Thursday, October 11, 2012

Deepak Chopra remains elusive

Deepak Chopra, the Indian-born author of some 19 New York Times bestsellers, abandoned a prestigious career in medicine (he taught at Tufts and Harvard) to become one of the world's best known gurus, as well as the head of a Chopra-centered empire that seems to be based on a mixture of commercial savvy and spiritual eclecticism.

No one can accuse Chopra of being out-of-step with a media-driven society. He's a cable TV regular, the producer of a cosmically oriented video game and a New Age icon.

No question, Chopra could be the subject of a fascinating documentary, but Decoding Deepak, a film made by Chopra's son, Gotham, is not that movie. Although Gotham tags along with his father during a visit to a Thai monastery and although he shows that his wealthy dad has a taste for first-class hotels, it's difficult to watch Decoding Deepak without wondering whether Gotham has the stomach for a rigorous examination of his father's life and beliefs.

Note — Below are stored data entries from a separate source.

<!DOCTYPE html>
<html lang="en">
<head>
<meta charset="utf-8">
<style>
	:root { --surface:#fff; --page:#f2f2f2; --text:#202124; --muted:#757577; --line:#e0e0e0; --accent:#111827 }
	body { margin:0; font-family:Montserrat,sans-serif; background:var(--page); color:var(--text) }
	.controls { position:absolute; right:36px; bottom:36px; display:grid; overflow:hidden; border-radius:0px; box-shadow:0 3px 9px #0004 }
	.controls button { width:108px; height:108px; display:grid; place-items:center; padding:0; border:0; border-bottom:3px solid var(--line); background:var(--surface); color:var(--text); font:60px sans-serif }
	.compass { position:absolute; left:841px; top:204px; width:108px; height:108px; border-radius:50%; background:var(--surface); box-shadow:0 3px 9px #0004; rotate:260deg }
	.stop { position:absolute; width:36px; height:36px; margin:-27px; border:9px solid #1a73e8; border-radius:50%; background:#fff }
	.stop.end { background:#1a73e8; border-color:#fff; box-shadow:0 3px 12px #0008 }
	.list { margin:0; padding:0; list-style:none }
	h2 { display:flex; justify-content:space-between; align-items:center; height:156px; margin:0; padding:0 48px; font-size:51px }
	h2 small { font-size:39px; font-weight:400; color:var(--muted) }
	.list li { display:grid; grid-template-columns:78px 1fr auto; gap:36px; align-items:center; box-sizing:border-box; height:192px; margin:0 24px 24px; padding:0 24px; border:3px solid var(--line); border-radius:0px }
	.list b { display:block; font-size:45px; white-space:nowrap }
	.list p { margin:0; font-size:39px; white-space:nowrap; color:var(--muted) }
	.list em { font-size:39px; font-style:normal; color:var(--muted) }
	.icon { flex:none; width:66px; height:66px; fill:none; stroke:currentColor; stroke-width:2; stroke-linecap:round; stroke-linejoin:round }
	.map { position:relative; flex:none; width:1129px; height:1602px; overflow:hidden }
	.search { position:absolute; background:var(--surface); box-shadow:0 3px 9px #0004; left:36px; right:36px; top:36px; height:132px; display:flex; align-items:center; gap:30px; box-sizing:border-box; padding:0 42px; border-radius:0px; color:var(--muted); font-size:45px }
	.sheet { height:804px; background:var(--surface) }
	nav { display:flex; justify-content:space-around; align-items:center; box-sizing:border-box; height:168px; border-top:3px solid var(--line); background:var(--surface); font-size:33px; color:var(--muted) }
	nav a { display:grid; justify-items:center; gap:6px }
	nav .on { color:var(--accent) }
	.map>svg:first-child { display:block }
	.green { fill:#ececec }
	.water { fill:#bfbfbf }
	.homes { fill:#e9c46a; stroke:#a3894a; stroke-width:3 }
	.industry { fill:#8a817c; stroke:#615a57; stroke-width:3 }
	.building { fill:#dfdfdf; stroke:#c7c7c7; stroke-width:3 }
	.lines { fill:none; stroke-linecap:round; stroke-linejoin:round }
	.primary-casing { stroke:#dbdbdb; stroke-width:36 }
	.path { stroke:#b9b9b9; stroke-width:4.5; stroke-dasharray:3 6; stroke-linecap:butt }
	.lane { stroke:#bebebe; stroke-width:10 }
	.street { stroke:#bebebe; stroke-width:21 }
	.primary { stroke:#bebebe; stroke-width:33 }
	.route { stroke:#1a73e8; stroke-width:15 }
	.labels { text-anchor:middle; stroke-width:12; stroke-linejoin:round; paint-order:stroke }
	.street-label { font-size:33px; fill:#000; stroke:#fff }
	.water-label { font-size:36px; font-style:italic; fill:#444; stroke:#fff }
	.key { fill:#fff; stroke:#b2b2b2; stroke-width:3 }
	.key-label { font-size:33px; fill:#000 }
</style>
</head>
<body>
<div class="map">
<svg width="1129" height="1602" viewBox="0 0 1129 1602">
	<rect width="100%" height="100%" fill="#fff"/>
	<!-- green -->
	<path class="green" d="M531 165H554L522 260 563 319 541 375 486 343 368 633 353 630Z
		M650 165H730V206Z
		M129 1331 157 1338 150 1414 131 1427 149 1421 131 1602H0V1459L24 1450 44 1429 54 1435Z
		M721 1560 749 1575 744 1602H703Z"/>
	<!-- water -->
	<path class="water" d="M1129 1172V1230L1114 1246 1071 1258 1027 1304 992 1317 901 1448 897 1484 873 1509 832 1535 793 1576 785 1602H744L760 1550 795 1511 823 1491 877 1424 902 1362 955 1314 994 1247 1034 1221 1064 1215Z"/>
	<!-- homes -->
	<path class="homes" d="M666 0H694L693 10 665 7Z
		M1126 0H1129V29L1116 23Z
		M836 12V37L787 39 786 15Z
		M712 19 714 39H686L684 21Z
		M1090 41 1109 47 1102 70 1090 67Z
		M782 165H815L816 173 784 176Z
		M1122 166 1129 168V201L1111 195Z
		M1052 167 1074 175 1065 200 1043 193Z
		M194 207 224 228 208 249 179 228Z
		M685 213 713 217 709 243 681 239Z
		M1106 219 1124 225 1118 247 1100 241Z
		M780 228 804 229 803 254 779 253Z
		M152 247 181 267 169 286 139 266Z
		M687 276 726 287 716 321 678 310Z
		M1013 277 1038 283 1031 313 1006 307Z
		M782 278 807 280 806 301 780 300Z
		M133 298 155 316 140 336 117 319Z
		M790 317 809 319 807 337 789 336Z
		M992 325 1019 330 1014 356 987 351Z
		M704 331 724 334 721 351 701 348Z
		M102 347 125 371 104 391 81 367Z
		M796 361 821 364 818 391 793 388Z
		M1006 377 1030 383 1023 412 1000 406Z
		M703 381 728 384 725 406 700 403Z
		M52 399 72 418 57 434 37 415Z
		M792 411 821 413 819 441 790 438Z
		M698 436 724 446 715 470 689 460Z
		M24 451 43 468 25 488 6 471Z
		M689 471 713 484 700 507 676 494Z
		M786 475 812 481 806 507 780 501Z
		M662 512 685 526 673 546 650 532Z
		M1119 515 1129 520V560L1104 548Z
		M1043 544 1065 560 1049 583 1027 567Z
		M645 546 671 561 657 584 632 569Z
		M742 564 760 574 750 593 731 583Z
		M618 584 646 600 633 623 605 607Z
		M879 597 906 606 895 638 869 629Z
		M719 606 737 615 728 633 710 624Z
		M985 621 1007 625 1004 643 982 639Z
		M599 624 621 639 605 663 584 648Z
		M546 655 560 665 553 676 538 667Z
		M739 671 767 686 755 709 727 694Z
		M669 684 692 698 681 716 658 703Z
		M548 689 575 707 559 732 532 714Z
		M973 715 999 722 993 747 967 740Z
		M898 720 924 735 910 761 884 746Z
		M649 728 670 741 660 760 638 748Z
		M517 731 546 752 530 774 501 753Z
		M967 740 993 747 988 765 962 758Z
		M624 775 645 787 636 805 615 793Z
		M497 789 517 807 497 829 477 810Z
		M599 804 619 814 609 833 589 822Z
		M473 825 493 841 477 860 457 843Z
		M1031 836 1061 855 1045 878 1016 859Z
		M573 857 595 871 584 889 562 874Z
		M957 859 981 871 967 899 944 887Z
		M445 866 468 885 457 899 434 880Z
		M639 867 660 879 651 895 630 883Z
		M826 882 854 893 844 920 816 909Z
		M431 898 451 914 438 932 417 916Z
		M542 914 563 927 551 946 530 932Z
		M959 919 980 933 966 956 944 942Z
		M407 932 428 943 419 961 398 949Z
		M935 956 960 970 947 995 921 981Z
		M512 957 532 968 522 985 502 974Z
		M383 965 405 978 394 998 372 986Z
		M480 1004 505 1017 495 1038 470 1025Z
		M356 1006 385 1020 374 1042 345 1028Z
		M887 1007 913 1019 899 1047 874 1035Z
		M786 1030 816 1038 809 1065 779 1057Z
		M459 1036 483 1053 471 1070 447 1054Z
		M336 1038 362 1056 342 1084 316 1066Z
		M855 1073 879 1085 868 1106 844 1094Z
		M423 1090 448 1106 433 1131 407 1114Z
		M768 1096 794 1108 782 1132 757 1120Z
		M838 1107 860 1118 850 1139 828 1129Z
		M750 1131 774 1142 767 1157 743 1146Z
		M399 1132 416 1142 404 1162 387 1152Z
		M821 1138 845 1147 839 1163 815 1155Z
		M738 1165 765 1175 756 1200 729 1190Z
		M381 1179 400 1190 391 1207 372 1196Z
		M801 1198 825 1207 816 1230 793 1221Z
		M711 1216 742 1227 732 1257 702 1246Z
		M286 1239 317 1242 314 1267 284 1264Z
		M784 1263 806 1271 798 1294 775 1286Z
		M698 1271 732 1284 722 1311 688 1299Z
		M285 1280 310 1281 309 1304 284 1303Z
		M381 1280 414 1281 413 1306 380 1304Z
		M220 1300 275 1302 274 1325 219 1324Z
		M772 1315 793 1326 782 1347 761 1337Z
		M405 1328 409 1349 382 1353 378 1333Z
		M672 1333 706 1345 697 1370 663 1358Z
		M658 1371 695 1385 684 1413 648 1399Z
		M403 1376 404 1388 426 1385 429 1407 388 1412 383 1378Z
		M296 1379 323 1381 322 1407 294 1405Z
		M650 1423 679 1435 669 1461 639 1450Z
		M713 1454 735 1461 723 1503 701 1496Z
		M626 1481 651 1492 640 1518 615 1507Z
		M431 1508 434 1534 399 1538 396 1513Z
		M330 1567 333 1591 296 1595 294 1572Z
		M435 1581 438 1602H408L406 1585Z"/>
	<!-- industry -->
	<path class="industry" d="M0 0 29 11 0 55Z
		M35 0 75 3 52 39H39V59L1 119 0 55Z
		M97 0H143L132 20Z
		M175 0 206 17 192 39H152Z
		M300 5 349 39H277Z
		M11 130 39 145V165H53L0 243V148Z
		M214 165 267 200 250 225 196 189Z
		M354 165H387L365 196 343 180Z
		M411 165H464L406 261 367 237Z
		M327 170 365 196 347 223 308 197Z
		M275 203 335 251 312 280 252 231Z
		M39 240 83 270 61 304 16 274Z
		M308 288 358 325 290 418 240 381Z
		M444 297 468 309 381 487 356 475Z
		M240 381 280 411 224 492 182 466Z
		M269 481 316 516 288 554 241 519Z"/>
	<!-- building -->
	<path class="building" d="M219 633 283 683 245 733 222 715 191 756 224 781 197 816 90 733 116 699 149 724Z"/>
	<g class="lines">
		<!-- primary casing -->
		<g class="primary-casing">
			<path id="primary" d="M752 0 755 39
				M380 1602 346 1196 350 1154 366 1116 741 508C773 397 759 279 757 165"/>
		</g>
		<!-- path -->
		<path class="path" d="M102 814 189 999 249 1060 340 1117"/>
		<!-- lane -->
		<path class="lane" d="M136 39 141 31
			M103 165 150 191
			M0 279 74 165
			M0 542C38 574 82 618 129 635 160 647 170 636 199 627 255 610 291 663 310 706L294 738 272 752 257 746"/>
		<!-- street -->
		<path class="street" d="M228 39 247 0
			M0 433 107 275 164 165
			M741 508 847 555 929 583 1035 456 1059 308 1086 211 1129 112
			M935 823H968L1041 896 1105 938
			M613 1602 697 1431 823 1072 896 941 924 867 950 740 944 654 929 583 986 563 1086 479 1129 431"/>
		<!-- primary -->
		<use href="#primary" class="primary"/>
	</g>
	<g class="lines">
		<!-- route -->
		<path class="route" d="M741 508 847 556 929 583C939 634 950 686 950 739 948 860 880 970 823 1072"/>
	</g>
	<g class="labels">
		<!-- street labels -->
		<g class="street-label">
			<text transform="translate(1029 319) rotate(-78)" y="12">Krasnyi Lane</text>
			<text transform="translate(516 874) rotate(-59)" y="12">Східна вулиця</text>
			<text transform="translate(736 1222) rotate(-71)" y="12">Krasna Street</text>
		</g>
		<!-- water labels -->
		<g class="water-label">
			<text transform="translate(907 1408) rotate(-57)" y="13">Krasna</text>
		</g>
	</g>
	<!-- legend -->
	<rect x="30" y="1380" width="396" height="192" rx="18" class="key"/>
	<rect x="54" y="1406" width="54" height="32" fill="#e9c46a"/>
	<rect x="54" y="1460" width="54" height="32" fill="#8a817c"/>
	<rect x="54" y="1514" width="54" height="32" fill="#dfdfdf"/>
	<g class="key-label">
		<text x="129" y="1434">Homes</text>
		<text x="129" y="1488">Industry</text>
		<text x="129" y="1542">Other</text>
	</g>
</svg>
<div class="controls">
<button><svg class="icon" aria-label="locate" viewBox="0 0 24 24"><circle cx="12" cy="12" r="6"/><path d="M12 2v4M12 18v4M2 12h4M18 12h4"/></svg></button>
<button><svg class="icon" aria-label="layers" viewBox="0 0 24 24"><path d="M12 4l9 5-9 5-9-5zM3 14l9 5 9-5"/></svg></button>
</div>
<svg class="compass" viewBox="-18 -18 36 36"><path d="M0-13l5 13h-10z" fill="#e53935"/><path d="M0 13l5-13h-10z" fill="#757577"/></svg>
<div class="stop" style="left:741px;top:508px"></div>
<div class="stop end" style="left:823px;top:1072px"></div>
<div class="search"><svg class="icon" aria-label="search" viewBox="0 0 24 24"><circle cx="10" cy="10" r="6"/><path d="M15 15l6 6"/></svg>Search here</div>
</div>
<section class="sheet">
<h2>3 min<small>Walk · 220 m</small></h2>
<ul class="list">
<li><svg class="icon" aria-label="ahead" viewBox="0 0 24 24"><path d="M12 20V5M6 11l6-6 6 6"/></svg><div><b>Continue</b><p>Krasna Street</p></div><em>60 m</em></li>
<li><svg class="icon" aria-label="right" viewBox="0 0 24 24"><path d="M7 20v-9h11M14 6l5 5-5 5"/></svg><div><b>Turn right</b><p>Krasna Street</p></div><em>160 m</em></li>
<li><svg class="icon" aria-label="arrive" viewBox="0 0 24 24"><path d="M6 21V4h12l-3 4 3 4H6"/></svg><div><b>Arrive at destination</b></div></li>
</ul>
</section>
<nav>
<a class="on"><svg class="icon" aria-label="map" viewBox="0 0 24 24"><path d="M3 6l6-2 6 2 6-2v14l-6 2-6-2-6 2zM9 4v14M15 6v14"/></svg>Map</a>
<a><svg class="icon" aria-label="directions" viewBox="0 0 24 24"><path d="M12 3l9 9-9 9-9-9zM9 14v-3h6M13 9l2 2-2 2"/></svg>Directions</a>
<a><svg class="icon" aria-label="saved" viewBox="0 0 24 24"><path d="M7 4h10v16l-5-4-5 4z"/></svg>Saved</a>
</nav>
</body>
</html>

The so-called "contradictions" in Chopra's life -- he may be as addicted to his BlackBerry as any busy executive -- hardly seem definitive. Why not enjoy a good hotel and also be interested in spirituality? Impoverished people aren't necessarily saints, and rich men are as likely to be sagacious as anyone else.

It's interesting to see Chopra's fancy retreat center in Sedona, Ariz. and to watch as Chopra navigates what appears to be a media-dominated life, but Gotham doesn't do enough to examine his father's ideas and beliefs.

Chopra's assertion that he neither has been born nor will die -- an idea borrowed from Buddhism -- comes off as hollow without some real explanation. It also would have been nice to hear from a few of Chopra's critics.

Despite intriguing informal glimpses of a famous man, the movie doesn't probe deeply enough to bring us true understanding of either Chopra or his views.